*** RECORDS PROVIDED ***

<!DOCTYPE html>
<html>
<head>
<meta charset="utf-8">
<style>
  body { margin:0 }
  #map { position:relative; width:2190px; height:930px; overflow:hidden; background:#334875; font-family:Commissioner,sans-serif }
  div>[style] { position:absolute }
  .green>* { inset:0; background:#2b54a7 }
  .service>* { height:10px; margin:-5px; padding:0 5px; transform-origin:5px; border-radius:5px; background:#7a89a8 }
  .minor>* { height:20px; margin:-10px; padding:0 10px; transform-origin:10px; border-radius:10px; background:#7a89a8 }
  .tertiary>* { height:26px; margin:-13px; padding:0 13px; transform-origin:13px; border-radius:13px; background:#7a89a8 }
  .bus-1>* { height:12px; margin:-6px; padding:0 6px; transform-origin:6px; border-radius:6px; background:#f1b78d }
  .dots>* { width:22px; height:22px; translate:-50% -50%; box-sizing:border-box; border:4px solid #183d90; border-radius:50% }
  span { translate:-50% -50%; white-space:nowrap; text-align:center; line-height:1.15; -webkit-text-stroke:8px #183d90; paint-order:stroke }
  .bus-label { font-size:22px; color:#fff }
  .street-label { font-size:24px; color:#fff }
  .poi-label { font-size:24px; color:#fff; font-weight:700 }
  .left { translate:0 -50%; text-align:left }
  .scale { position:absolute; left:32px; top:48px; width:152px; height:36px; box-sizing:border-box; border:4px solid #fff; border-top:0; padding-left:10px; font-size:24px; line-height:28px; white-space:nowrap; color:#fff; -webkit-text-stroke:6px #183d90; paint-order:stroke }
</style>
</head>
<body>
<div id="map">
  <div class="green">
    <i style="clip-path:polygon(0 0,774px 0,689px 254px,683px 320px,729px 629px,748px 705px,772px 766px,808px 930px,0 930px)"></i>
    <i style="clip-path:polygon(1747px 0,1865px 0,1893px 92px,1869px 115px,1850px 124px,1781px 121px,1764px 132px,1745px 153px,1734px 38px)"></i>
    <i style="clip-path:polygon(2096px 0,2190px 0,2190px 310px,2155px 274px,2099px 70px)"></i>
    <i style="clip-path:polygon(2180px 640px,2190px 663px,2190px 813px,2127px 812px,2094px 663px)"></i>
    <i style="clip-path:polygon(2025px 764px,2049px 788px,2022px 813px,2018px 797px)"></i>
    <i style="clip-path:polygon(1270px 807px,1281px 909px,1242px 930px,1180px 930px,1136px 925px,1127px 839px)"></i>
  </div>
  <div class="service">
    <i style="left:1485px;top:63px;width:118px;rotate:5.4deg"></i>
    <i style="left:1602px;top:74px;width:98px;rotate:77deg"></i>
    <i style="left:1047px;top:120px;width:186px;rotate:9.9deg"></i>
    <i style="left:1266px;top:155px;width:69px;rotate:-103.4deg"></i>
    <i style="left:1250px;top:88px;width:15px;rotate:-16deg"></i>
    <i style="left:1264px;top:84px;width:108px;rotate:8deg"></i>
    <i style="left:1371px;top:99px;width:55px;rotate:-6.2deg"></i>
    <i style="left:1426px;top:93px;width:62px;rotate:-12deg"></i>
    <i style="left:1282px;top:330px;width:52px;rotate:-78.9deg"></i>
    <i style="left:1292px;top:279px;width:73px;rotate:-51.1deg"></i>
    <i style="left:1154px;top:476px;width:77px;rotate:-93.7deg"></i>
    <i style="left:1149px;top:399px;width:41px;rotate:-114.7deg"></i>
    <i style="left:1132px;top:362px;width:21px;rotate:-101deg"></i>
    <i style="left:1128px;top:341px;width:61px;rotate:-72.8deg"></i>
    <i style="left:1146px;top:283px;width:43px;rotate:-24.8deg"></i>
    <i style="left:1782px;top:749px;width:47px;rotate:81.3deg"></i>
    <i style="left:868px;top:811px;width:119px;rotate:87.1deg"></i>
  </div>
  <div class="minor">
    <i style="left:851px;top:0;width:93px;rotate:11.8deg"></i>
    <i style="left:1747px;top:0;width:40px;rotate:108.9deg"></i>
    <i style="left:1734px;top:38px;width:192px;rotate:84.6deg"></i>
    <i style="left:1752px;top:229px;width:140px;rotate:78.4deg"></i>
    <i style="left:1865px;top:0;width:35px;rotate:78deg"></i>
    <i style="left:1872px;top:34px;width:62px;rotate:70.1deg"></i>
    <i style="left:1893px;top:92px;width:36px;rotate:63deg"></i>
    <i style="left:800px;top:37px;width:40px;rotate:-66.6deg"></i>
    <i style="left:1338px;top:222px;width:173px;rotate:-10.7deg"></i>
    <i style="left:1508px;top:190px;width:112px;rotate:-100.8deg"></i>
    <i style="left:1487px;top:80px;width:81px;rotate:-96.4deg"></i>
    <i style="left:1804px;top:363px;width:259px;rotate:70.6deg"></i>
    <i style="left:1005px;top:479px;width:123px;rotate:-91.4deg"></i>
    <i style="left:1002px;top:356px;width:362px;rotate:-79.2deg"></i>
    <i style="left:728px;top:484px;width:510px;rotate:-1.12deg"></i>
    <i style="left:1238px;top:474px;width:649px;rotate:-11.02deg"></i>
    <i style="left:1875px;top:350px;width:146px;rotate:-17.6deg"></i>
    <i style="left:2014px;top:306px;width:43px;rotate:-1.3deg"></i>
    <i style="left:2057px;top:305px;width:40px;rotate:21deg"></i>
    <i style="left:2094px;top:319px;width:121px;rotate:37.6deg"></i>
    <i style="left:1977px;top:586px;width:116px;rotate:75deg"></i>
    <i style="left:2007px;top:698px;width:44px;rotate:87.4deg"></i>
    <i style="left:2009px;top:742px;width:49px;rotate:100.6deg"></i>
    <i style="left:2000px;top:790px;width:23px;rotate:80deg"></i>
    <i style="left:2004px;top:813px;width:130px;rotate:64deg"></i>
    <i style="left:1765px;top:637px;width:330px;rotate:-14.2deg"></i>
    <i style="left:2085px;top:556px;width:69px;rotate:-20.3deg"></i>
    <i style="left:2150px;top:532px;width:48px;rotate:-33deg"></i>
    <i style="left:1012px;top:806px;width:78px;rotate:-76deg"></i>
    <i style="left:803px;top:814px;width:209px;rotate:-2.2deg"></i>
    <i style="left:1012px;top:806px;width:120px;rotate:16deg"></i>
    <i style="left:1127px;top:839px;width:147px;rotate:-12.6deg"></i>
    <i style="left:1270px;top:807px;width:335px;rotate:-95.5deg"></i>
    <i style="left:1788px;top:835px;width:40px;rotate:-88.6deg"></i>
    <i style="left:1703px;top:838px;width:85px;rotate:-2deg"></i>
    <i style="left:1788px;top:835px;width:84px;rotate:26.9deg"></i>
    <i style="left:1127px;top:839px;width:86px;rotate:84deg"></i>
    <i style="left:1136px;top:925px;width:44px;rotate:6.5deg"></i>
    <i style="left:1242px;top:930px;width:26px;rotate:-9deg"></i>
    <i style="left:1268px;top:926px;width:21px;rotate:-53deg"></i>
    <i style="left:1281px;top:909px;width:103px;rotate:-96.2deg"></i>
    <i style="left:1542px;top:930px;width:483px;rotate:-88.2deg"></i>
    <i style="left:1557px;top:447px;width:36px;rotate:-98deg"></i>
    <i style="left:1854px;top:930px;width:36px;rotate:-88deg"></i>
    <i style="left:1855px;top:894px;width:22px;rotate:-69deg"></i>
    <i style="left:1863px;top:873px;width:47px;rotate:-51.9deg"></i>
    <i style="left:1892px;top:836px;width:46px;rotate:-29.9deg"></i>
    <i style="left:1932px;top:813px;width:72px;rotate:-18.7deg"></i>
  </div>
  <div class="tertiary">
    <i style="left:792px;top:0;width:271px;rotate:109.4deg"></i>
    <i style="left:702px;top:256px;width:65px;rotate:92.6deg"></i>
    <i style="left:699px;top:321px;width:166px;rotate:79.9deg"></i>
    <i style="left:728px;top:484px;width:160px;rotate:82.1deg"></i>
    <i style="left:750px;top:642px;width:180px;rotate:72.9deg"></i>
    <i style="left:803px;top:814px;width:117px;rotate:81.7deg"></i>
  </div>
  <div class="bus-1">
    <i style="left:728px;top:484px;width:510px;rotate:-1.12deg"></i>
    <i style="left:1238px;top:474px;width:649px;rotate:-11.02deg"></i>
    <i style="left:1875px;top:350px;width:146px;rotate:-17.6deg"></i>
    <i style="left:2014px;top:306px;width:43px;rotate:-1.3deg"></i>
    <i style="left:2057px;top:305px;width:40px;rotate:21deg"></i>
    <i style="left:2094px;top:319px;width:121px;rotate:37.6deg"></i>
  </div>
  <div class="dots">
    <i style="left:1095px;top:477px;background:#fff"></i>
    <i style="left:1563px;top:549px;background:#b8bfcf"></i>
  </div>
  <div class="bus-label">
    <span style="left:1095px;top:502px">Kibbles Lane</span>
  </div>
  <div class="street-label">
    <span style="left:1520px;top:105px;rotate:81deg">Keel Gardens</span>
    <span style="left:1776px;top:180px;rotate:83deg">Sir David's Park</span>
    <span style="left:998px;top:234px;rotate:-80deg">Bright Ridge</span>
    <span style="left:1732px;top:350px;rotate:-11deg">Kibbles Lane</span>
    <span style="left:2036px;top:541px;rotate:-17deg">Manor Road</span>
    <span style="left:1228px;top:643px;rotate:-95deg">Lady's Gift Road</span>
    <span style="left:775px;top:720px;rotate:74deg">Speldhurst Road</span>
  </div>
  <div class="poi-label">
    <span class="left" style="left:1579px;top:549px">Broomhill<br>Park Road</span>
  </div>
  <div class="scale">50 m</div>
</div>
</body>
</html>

*** End of RECORDS PROVIDED ***

- _YOUR ASSIGNMENT_
Return all lines of the material above in which the word "service" occurs.

- _EXERCISE SOLUTION_
  .service>* { height:10px; margin:-5px; padding:0 5px; transform-origin:5px; border-radius:5px; background:#7a89a8 }
  <div class="service">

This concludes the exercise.